As he has in the past, the president spoke optimistically about the trajectory of the economy, which, he has repeatedly reminded Americans, was in the depths of a recession when he took office and is now adding jobs. The unemployment rate still stands at 8.5 percent, dangerously high for an incumbent seeking a second term.
But his focus Tuesday was on economic unfairness, a theme he has emphasized in recent weeks, most most notably in a speech last month in Osawatomie, Kan.
There he declared the trickle-down economics of his Republican predecessors a failure that the country should not return to in November, and Tuesday he echoed that message.
“As long as I’m president, I will work with anyone in this chamber to build on this momentum,” Obama said. “But I intend to fight obstruction with action, and I will oppose any effort to return to the very same policies that brought on this economic crisis in the first place.”

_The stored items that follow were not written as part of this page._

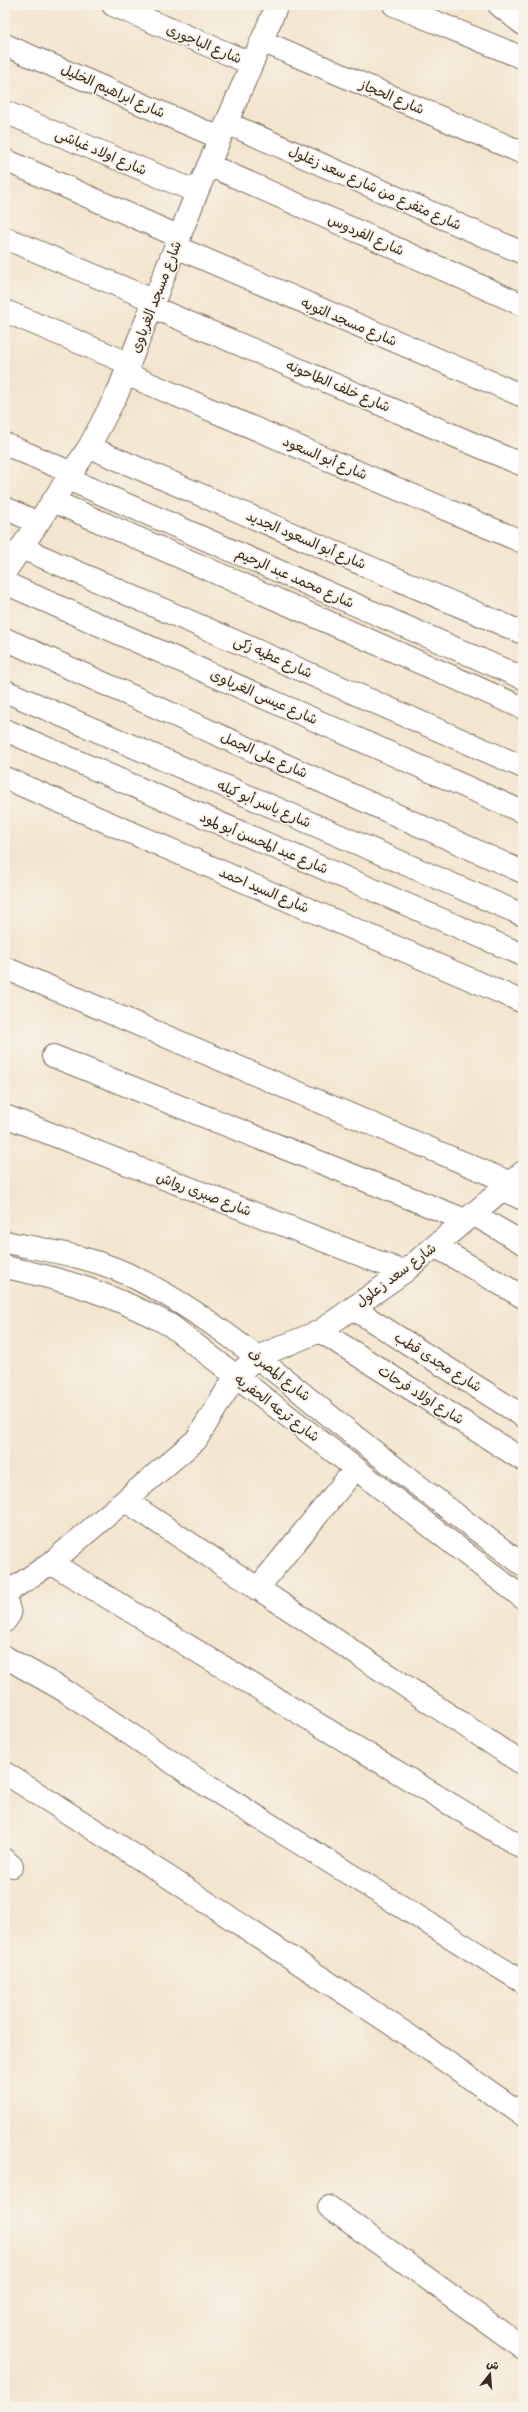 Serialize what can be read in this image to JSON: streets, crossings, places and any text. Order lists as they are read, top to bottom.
{
  "streets": {
    "street": [
      "شارع الباجورى",
      "شارع ابراهيم الخليل",
      "شارع الحجاز",
      "شارع اولاد غباشى",
      "شارع متفرع من شارع سعد زغلول",
      "شارع الفردوس",
      "شارع مسجد الغرباوى",
      "شارع مسجد التوبه",
      "شارع خلف الطاحونه",
      "شارع أبو السعود",
      "شارع أبو السعود الجديد",
      "شارع محمد عبد الرحيم",
      "شارع عطيه زكى",
      "شارع عيسى الغرباوى",
      "شارع على الجمل",
      "شارع ياسر أبو كيله",
      "شارع عبد المحسن أبو لمود",
      "شارع السيد احمد",
      "شارع صبرى رواش",
      "شارع سعد زعلول",
      "شارع مجدى قطب",
      "شارع المصرف",
      "شارع اولاد فرحات",
      "شارع ترعه الحفريه"
    ]
  },
  "crossings": [
    ["شارع الباجورى", "شارع مسجد الغرباوى"],
    ["شارع ابراهيم الخليل", "شارع متفرع من شارع سعد زغلول"],
    ["شارع ابراهيم الخليل", "شارع مسجد الغرباوى"],
    ["شارع الحجاز", "شارع مسجد الغرباوى"],
    ["شارع اولاد غباشى", "شارع مسجد الغرباوى"],
    ["شارع متفرع من شارع سعد زغلول", "شارع مسجد الغرباوى"],
    ["شارع الفردوس", "شارع مسجد الغرباوى"],
    ["شارع مسجد الغرباوى", "شارع مسجد التوبه"],
    ["شارع مسجد الغرباوى", "شارع خلف الطاحونه"],
    ["شارع مسجد الغرباوى", "شارع أبو السعود"],
    ["شارع مسجد الغرباوى", "شارع أبو السعود الجديد"],
    ["شارع مسجد الغرباوى", "شارع محمد عبد الرحيم"],
    ["شارع مسجد الغرباوى", "شارع عطيه زكى"],
    ["شارع صبرى رواش", "شارع سعد زعلول"],
    ["شارع سعد زعلول", "شارع مجدى قطب"],
    ["شارع سعد زعلول", "شارع المصرف"],
    ["شارع سعد زعلول", "شارع اولاد فرحات"]
  ],
  "north": "top"
}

In the Republican response to his address, Gov. Mitch Daniels of Indiana said that “no feature of the Obama presidency has been sadder than its constant efforts to divide us, to curry favor with some Americans by castigating others.”
“As in previous moments of national danger, we Americans are all in the same boat,” Daniels said. “If we drift, quarreling and paralyzed, over a Niagara of debt, we will all suffer, regardless of income, race, gender or other category. If we fail to shift to a pro-jobs, pro-growth economic policy, there will never be enough public revenue to pay for our safety net, national security or whatever size government we decide to have.”
Many of the proposals Obama outlined Tuesday were ones he has raised before, including some left over from last year’s State of the Union address.
But all of them appeared tailored to appeal to middle-class interests and anxieties, especially those concerning the direction of the economy and where the next generation of jobs will come from.
“We will not go back to an economy weakened by outsourcing, bad debt and phony financial profits,” he said, adding that he wants “an economy built on American manufacturing, American energy, skills for American workers and a renewal of American values.”
Obama said he would open up new federal land to develop wind farms and solar energy plants to reduce the nation’s reliance on foreign oil.
He warned colleges and universities that they risk losing federal funding if they do not keep tuition costs down. He reiterated his call for Congress to extend the payroll tax cut through the end of the year, a benefit to working-class families.